Not to mention that the new Intel Iris Pro (5200) runs circles around AMD's top APU, including the GPU portion, while using far less energy.




Neo Cyrus
Senior Member



Posts: 10090
Posted on: 06/06/2013 05:03 AM
Saying it in general, it's flexible that it can be changed easily since it was designed to be modular which follows AMD's design principle of M-SPACE. The PS3 had one PPE and 8 SPE (1 reserved for the OS). The PPE was really just a really smart controller was all. The SPE did all the heavy lifting, they were not a "core" per se, but a specialized processing unit, just like the "cores" in your graphics card, they aren't really cores, yet they're sometimes marketed as such.

I don't know anything about M-SPACE (unless it's the shared memory space, what are the odds that's what M-SPACE stands for :wanker :), all I've learned about Jaguar however points to it being significantly weaker than even ancient CPUs.

As for the PS3 part...

That's a load of crap though and that's my problem, using that terminology then an ALU or pretty much any other core component is a specialized processing unit that can be "sometimes marketed" as a core. The SPEs were nothing more than off-core mini components. And the PS3 might as well have had 5 in best case scenarios and 0 in 99% of cases because that's what the reality was. 1 disabled for selling defective chips, 1 reserved for "security", 1 for outright spying on you, sending logs of EVERYTHING it can log to Sony's server every time you're connected online whether or not you log in. That's why PS3s with custom firmware would become banned even without logging in.

Sony abused the ignorance and stupidity of the general public and perpetuated the myth that the PS3 has 8 cores while the 5 available vector units were almost never used. I can count on one hand the amount of games I know used the available 5 for a fact, and they're all exclusives. It would sound awfully bad if the general public knew the 360 used the same core type but had 3 of them and 6 threads versus 1 core and 2 threads.
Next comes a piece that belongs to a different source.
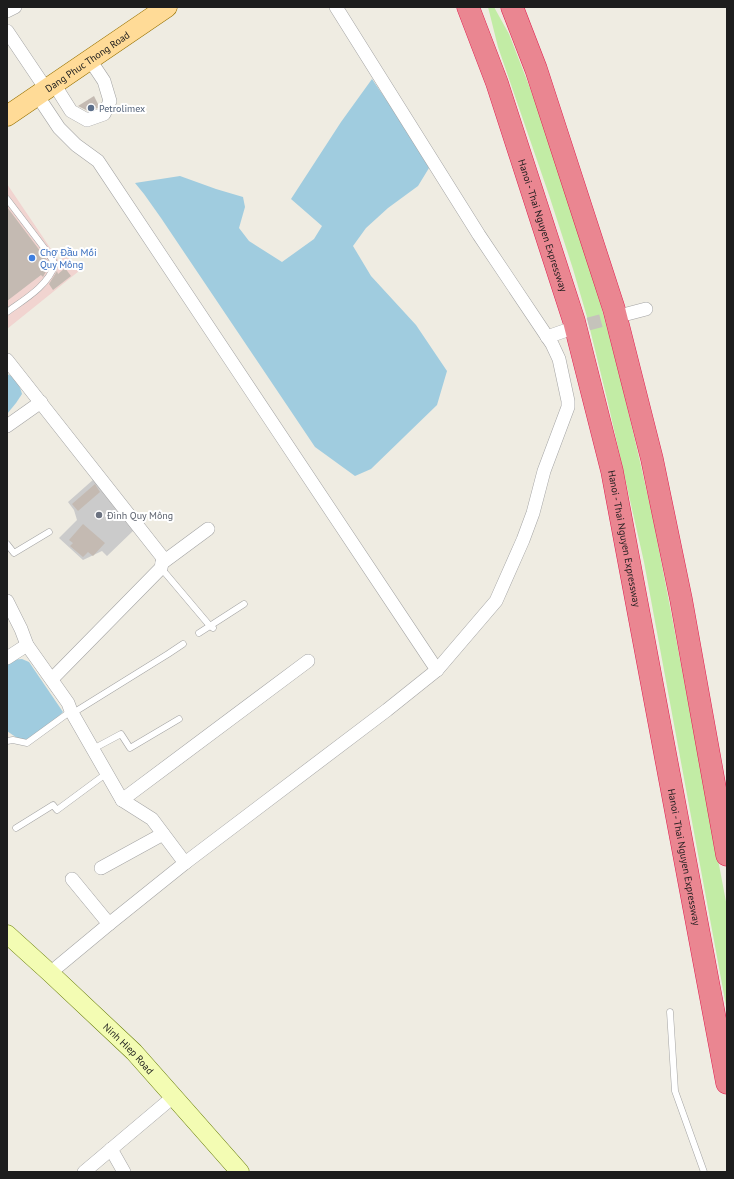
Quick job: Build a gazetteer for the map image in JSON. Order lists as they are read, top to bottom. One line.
{"streets":{"highway":["Hanoi - Thai Nguyen Expressway"],"main road":["Dang Phuc Thong Road","Ninh Hiep Road"]},"places":["Petrolimex","Chợ Đầu Mối Quy Mông","Đình Quy Mông"]}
The PS3 had a third of the cores of the 360 and significantly weaker GPU, yet almost every console owner believes the PS3 has more powerful hardware that was never fully utilized. :puke2:

I know you know this stuff, I just felt like writing it out.

The killer part about this is, those horribly weak consoles seem relatively reasonable now (for the time) compared to what's coming out. I have a toaster with more processing power than the upcoming consoles.